** Material for this exercise follows **

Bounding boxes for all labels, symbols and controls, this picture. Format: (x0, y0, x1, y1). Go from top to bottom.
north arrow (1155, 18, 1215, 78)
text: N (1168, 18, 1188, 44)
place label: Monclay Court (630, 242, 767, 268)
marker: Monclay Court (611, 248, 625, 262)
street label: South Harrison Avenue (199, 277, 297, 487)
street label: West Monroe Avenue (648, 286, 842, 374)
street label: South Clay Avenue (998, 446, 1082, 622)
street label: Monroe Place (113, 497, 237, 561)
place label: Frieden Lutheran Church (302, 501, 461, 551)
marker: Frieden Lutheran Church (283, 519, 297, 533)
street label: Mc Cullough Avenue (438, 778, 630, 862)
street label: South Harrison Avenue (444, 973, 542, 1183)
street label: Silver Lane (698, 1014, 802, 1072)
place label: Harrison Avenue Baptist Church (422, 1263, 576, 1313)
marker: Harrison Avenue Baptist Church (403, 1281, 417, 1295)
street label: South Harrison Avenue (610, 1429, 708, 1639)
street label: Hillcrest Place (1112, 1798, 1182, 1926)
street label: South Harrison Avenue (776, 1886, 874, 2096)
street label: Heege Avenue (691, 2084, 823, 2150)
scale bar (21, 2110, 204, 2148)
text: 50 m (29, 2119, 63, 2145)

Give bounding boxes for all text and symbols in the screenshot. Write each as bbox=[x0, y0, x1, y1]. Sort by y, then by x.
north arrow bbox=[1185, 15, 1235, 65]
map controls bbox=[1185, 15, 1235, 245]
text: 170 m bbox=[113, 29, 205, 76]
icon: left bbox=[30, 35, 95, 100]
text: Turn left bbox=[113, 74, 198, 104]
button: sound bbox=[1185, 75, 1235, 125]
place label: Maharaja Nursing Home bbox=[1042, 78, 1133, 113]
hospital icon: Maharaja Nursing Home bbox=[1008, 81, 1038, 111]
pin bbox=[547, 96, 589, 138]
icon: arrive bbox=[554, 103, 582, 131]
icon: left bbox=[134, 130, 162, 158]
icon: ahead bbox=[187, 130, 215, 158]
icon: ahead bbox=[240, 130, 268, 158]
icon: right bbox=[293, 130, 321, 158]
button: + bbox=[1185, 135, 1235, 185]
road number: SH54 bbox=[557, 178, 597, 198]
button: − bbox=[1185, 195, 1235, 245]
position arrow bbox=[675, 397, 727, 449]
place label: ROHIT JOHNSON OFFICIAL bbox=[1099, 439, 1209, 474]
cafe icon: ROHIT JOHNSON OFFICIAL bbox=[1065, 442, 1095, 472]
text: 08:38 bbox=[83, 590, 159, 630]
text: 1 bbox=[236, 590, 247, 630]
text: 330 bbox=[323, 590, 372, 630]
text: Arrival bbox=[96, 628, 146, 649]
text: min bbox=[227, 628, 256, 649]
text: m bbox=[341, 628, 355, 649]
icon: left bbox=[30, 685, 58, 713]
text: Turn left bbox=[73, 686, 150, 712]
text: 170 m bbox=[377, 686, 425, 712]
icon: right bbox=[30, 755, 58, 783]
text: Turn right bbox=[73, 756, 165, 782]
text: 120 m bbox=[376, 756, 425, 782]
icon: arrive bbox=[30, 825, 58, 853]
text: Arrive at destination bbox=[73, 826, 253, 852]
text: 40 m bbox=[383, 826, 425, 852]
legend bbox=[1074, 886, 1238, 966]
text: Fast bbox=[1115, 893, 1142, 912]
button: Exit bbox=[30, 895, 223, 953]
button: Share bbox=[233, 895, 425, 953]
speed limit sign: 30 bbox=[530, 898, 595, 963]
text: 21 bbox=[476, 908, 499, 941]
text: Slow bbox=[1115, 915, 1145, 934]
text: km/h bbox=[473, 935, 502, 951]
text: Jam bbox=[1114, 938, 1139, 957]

** End of Material for this exercise **

Exercise prompt >>
Scan the material above and copy every line that holds the string "Frieden".

Task solution >>
place label: Frieden Lutheran Church (302, 501, 461, 551)
marker: Frieden Lutheran Church (283, 519, 297, 533)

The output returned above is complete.